| PROBLEM REQUIREMENTS |
Search the entries below for the word "Input" and copy every line where it appears.

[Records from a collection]
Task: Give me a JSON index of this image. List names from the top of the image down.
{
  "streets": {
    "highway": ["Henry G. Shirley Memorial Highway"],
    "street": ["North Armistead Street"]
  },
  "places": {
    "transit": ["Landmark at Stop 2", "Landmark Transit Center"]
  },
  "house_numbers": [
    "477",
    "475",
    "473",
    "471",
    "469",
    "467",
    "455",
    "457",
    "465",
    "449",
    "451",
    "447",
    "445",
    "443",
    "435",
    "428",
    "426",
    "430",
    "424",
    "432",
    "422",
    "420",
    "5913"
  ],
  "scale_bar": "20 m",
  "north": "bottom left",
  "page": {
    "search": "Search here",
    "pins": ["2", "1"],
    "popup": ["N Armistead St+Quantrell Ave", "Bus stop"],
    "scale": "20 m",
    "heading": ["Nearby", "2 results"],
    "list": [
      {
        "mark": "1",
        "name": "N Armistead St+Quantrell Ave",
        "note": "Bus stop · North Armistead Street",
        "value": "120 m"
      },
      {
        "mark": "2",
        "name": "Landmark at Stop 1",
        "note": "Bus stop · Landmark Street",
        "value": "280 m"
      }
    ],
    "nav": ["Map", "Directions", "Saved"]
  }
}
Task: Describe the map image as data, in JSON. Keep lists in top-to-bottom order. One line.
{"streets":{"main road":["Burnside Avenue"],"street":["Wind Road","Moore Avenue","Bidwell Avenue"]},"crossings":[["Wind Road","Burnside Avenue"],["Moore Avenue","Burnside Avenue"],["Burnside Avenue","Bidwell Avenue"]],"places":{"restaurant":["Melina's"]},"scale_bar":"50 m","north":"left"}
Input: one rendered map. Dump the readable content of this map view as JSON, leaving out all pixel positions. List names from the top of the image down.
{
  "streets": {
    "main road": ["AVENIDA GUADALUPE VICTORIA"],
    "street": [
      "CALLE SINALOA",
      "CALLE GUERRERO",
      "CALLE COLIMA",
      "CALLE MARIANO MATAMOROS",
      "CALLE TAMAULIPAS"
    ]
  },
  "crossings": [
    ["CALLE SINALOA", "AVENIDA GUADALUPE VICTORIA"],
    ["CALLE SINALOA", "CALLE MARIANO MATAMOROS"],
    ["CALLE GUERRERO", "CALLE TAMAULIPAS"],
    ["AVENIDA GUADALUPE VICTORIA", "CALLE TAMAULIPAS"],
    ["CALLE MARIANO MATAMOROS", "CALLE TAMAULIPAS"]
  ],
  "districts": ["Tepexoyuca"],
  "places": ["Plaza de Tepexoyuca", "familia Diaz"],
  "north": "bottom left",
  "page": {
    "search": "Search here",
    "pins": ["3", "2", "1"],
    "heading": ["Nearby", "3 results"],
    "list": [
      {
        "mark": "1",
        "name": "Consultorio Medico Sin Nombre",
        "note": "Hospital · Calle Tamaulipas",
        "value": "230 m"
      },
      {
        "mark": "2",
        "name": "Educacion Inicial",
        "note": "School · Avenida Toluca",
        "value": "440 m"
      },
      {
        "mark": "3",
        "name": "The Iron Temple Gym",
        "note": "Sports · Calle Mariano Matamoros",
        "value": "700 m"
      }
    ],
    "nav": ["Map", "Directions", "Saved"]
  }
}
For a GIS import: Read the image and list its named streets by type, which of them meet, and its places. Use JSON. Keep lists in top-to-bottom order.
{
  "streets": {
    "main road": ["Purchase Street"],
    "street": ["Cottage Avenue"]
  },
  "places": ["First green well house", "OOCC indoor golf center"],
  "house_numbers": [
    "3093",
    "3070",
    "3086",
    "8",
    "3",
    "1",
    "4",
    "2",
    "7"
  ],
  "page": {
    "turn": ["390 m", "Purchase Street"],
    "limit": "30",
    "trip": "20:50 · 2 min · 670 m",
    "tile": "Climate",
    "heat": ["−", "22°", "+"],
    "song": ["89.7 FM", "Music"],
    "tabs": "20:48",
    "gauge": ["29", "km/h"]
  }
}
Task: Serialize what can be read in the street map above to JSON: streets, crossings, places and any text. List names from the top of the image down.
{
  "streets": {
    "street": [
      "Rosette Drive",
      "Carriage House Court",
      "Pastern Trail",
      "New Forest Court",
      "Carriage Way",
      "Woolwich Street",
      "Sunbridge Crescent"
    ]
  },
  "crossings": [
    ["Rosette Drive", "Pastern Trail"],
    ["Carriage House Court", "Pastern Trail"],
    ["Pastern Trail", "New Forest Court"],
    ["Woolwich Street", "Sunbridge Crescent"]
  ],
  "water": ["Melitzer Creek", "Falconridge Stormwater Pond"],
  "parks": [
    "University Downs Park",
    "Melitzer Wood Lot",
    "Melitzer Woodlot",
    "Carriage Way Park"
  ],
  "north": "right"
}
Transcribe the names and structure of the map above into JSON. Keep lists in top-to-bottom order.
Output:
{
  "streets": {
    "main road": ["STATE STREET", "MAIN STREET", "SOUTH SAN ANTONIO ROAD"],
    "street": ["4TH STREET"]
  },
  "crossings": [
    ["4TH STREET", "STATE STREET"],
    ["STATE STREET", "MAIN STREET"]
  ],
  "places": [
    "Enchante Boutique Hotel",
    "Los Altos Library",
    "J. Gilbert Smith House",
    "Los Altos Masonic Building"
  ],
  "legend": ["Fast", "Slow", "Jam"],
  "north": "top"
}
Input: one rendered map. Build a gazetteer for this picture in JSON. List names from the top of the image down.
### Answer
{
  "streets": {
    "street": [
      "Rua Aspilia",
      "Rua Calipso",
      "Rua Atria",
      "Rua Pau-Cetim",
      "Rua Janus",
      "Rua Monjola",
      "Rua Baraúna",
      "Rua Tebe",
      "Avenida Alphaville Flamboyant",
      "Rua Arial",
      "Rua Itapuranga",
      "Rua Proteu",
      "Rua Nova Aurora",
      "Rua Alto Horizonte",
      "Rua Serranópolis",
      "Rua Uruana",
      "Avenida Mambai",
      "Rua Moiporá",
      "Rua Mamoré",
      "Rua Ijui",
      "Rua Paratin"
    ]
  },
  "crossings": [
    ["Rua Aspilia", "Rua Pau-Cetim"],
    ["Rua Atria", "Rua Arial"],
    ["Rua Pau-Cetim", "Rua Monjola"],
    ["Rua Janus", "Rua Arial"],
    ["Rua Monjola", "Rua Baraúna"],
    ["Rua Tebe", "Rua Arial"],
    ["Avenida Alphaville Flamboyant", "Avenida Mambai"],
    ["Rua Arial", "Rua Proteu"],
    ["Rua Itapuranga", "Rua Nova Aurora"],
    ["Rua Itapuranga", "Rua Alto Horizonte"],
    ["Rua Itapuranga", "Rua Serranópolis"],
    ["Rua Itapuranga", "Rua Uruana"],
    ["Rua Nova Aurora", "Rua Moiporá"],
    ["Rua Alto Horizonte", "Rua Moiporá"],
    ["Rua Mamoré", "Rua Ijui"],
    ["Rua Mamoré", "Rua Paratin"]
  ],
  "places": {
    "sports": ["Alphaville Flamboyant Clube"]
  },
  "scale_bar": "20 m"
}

| ANSWER FOR THE TASK |
Input: one rendered map. Dump the readable content of this map view as JSON, leaving out all pixel positions. List names from the top of the image down.
Input: one rendered map. Build a gazetteer for this picture in JSON. List names from the top of the image down.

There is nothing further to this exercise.